Heute ist der 14. Mai 2026 und während die ersten Erdbeeren in der Schweiz reif werden, ist die Aufregung unter den Obstbauern spürbar. Mit einer Anbaufläche von 478,4 Hektar, das sind fast 10 Hektar mehr als im Vorjahr, präsentieren sich die Erdbeeren als echte Stars der Saison. Die Ernte wird während der Haupterntezeit von Mitte Mai bis Mitte Juni schätzungsweise 1.000 Tonnen pro Woche erreichen – das sind fruchtige Aussichten!

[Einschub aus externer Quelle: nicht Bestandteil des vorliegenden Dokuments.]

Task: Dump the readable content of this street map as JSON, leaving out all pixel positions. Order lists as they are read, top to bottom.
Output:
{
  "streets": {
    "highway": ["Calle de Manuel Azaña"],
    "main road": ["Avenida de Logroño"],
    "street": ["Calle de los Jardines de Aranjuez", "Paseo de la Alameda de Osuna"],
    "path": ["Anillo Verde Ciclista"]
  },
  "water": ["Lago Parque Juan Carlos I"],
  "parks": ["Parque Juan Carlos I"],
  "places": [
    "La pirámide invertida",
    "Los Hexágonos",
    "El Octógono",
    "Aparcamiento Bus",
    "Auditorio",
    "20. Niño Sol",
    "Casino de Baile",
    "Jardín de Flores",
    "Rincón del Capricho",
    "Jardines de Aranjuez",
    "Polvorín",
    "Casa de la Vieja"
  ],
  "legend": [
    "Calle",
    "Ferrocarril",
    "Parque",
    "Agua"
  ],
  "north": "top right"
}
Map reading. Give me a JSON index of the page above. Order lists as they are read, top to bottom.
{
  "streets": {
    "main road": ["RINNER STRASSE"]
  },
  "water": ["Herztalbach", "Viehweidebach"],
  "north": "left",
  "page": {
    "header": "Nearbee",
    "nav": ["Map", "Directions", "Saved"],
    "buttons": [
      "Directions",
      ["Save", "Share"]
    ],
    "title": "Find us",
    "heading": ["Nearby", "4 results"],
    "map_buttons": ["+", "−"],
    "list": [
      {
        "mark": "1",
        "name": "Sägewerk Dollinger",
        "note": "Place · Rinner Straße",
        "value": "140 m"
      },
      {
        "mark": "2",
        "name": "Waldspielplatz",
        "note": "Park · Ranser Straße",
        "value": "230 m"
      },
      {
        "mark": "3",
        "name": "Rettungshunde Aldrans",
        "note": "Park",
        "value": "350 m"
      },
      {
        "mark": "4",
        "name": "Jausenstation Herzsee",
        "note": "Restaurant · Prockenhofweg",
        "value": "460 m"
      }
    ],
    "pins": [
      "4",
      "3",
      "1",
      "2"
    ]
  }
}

Besonders erfreulich ist der Zuwachs bei den biologisch angebauten Erdbeeren, die mittlerweile rund 40 Hektar ausmachen. Über 7% mehr als im Vorjahr! Das zeigt nicht nur, dass die Nachfrage nach Bio-Produkten wächst, sondern auch, dass immer mehr Bauern auf nachhaltige Anbauweisen setzen. In den Kantonen Bern, Thurgau, Schaffhausen und Zürich wird das Erdbeerfeld zum Schauplatz eines bunten Treibens. Hier kommen die meisten Erdbeeren her, und die Vorfreude auf die erste Ernte ist spürbar.
Die Vielfalt der Anbauarten
Doch wie kommen die süßen Früchte eigentlich auf den Tisch? Es gibt mehrere Anbauarten, die das Erdbeerparadies in der Schweiz so vielfältig machen. Flachkulturen, bei denen die Erdbeeren direkt auf dem Feld angepflanzt werden, stehen neben Dammkulturen, die durch angehäufte Erdhaufen einen besseren Schutz vor Wurzelkrankheiten bieten. Und dann sind da noch die Substratkulturen, die in Schalen mit Substrat wachsen und eine größere Variabilität beim Standort ermöglichen. Diese Vielfalt sorgt für eine gesunde Ernte und schont die Pflanzen vor Krankheiten. Ein cleverer Schachzug, wie ich finde!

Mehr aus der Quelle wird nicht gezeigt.